TASK BRIEF: Restate exactly the lines that run from the start of the records below to the line containing "0 #b5b8bc) drop-shadow(-2px", counting both ends, and nothing else; pictures stay out.

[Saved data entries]
════════

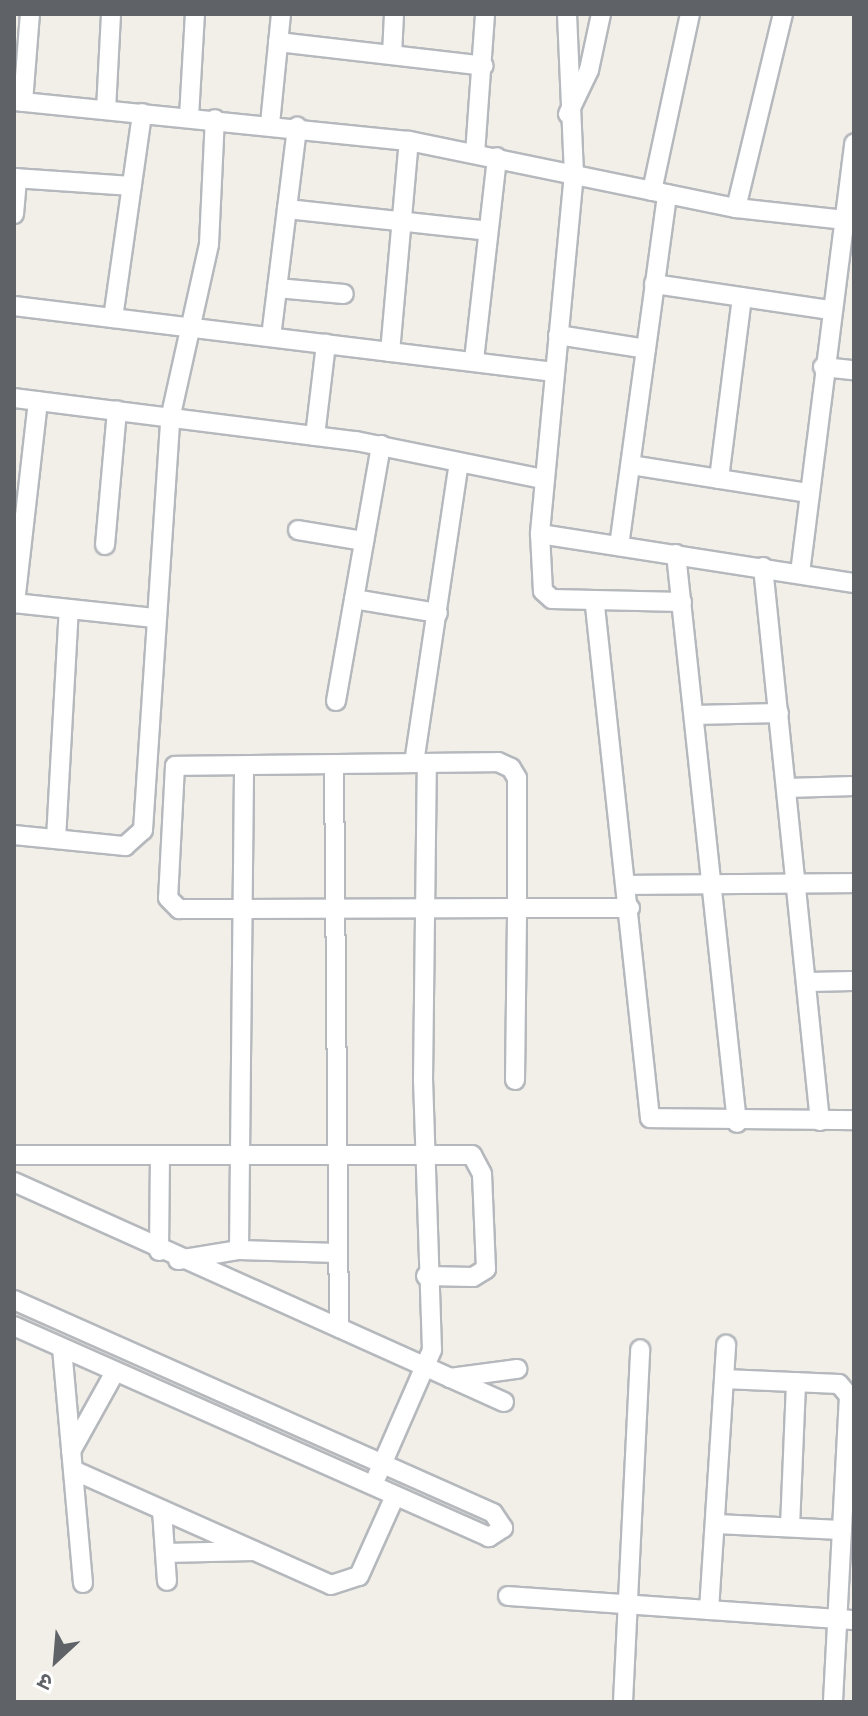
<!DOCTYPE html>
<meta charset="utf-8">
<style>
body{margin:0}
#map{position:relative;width:868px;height:1716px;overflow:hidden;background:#f1efe8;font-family:Arial,"Noto Sans Devanagari",sans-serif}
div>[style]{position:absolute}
.roads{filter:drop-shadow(2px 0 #b5b8bc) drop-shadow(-2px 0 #b5b8bc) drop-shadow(0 2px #b5b8bc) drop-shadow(0 -2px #b5b8bc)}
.minor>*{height:18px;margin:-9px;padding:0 9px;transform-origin:9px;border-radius:9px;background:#fff}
span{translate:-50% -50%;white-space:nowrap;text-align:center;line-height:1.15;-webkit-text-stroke:7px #fff;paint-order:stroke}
.frame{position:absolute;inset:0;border:16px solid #5f6368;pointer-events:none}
.north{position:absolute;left:16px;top:1620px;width:80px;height:80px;-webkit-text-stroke:6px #fff;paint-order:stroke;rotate:206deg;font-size:22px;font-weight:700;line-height:32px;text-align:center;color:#5f6368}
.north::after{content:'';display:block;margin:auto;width:28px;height:36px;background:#5f6368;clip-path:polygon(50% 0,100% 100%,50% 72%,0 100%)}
</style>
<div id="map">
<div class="roads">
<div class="minor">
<div style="left:567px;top:14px;width:159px;rotate:87.5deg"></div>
<div style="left:574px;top:173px;width:363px;rotate:95.4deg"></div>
<div style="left:540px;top:534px;width:318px;rotate:8.9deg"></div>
<div style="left:278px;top:42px;width:207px;rotate:6.6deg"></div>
<div style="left:392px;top:55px;width:41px;rotate:-87.2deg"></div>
<div style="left:14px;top:101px;width:397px;rotate:5.8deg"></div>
<div style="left:409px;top:141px;width:334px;rotate:11.6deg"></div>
<div style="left:736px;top:208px;width:119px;rotate:6.3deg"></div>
<div style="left:23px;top:102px;width:88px;rotate:-85.5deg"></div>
<div style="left:106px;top:110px;width:96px;rotate:-87deg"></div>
<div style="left:568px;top:114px;width:49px;rotate:-64.5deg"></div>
<div style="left:589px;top:70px;width:57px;rotate:-77.9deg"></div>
<div style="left:189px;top:117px;width:103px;rotate:-86.7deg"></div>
<div style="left:270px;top:124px;width:111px;rotate:-84.3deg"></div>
<div style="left:475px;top:154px;width:140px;rotate:-85.9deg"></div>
<div style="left:14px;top:178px;width:118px;rotate:3.9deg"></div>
<div style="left:652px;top:191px;width:181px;rotate:-77.9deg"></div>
<div style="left:736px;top:208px;width:200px;rotate:-76.4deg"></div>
<div style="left:287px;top:209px;width:202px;rotate:6.2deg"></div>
<div style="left:14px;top:214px;width:36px;rotate:-85deg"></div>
<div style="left:654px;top:284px;width:178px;rotate:8.4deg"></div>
<div style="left:277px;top:288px;width:67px;rotate:5.1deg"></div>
<div style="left:14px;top:306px;width:544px;rotate:6.97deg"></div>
<div style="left:113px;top:318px;width:207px;rotate:-81.9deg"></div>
<div style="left:558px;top:335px;width:89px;rotate:9deg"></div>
<div style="left:271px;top:337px;width:212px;rotate:-82.9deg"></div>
<div style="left:390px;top:352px;width:212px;rotate:-84.9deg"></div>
<div style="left:474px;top:360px;width:204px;rotate:-83.5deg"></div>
<div style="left:823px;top:367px;width:31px;rotate:6deg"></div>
<div style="left:14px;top:398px;width:345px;rotate:7.2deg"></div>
<div style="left:356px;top:441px;width:191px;rotate:11.5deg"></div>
<div style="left:315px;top:436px;width:93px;rotate:-83.2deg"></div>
<div style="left:631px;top:465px;width:179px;rotate:9deg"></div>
<div style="left:719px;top:479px;width:183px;rotate:-82.8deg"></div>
<div style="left:298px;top:530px;width:67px;rotate:9.5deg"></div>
<div style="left:540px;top:534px;width:57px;rotate:87deg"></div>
<div style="left:543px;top:591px;width:12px;rotate:42deg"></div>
<div style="left:552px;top:599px;width:130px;rotate:1.3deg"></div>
<div style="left:105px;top:545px;width:135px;rotate:-84.9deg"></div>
<div style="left:619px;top:546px;width:355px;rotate:-82.2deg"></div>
<div style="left:676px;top:554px;width:572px;rotate:83.88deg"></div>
<div style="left:763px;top:567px;width:557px;rotate:84.13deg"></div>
<div style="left:800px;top:573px;width:433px;rotate:-82.8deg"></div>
<div style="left:354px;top:599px;width:85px;rotate:9.5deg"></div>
<div style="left:14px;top:603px;width:141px;rotate:6.1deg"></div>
<div style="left:15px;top:603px;width:203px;rotate:-83.5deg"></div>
<div style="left:595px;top:606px;width:515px;rotate:83.87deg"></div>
<div style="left:650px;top:1118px;width:204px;rotate:0.6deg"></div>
<div style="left:336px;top:701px;width:260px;rotate:-80deg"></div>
<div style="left:694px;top:715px;width:85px;rotate:-1.3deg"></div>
<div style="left:414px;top:763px;width:303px;rotate:-81.5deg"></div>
<div style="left:334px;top:765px;width:563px;rotate:89.49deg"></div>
<div style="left:787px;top:788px;width:67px;rotate:-1.7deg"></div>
<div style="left:14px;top:835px;width:112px;rotate:5.7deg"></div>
<div style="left:125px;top:846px;width:24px;rotate:-42deg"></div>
<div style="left:143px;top:830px;width:412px;rotate:-86.2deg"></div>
<div style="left:170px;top:419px;width:179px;rotate:-77.4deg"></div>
<div style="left:209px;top:244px;width:125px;rotate:-87.3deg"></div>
<div style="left:56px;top:839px;width:230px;rotate:-86.8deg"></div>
<div style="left:628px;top:885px;width:226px;rotate:-0.5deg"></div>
<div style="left:808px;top:982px;width:46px;rotate:-1.2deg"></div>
<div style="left:515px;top:1080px;width:172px;rotate:-89.3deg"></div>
<div style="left:517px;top:908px;width:130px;rotate:-90deg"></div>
<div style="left:517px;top:778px;width:12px;rotate:-121deg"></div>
<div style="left:511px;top:768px;width:14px;rotate:-155deg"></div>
<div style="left:498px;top:762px;width:323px;rotate:179.3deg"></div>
<div style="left:175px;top:766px;width:132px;rotate:93deg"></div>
<div style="left:168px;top:898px;width:16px;rotate:45deg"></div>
<div style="left:179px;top:909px;width:64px"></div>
<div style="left:243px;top:909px;width:274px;rotate:-0.2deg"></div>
<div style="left:517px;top:908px;width:113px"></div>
<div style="left:14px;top:1155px;width:458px"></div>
<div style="left:472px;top:1155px;width:21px;rotate:62deg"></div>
<div style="left:482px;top:1174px;width:95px;rotate:87.6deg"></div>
<div style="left:486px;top:1269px;width:15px;rotate:148deg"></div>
<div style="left:473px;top:1277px;width:47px;rotate:-178.8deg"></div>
<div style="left:14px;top:1182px;width:537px;rotate:24.18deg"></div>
<div style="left:239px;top:1250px;width:483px;rotate:-89.4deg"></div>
<div style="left:159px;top:1251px;width:95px;rotate:-89.4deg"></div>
<div style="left:178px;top:1260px;width:62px;rotate:-9.3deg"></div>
<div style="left:239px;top:1250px;width:98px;rotate:1.8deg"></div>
<div style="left:14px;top:1300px;width:524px;rotate:23.97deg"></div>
<div style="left:493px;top:1513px;width:18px;rotate:56deg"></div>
<div style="left:503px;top:1528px;width:17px;rotate:147deg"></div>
<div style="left:489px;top:1537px;width:520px;rotate:-156.05deg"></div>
<div style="left:62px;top:1348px;width:236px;rotate:84.9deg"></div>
<div style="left:450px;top:1378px;width:68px;rotate:-7.7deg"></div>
<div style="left:724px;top:1379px;width:115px;rotate:2.5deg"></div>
<div style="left:839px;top:1384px;width:16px;rotate:50deg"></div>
<div style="left:849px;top:1396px;width:306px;rotate:93deg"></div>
<div style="left:71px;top:1451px;width:90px;rotate:-60.9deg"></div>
<div style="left:73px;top:1470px;width:282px;rotate:24deg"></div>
<div style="left:331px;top:1585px;width:29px;rotate:-18deg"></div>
<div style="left:359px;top:1576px;width:88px;rotate:-65.8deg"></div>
<div style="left:377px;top:1476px;width:137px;rotate:-66.4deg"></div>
<div style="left:432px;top:1350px;width:270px;rotate:-91.9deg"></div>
<div style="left:423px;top:1080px;width:317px;rotate:-89.3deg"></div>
<div style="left:162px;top:1510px;width:71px;rotate:86deg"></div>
<div style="left:715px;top:1524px;width:127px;rotate:2.7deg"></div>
<div style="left:790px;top:1527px;width:145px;rotate:-87.6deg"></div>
<div style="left:165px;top:1553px;width:89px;rotate:-1.3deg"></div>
<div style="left:508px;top:1596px;width:347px;rotate:4deg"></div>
<div style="left:709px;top:1610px;width:266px;rotate:-86.3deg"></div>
<div style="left:623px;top:1702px;width:353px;rotate:-87.2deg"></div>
</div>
</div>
<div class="frame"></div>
<div class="north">उ</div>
</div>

════════

TASK SOLUTION:
<!DOCTYPE html>
<meta charset="utf-8">
<style>
body{margin:0}
#map{position:relative;width:868px;height:1716px;overflow:hidden;background:#f1efe8;font-family:Arial,"Noto Sans Devanagari",sans-serif}
div>[style]{position:absolute}
.roads{filter:drop-shadow(2px 0 #b5b8bc) drop-shadow(-2px 0 #b5b8bc) drop-shadow(0 2px #b5b8bc) drop-shadow(0 -2px #b5b8bc)}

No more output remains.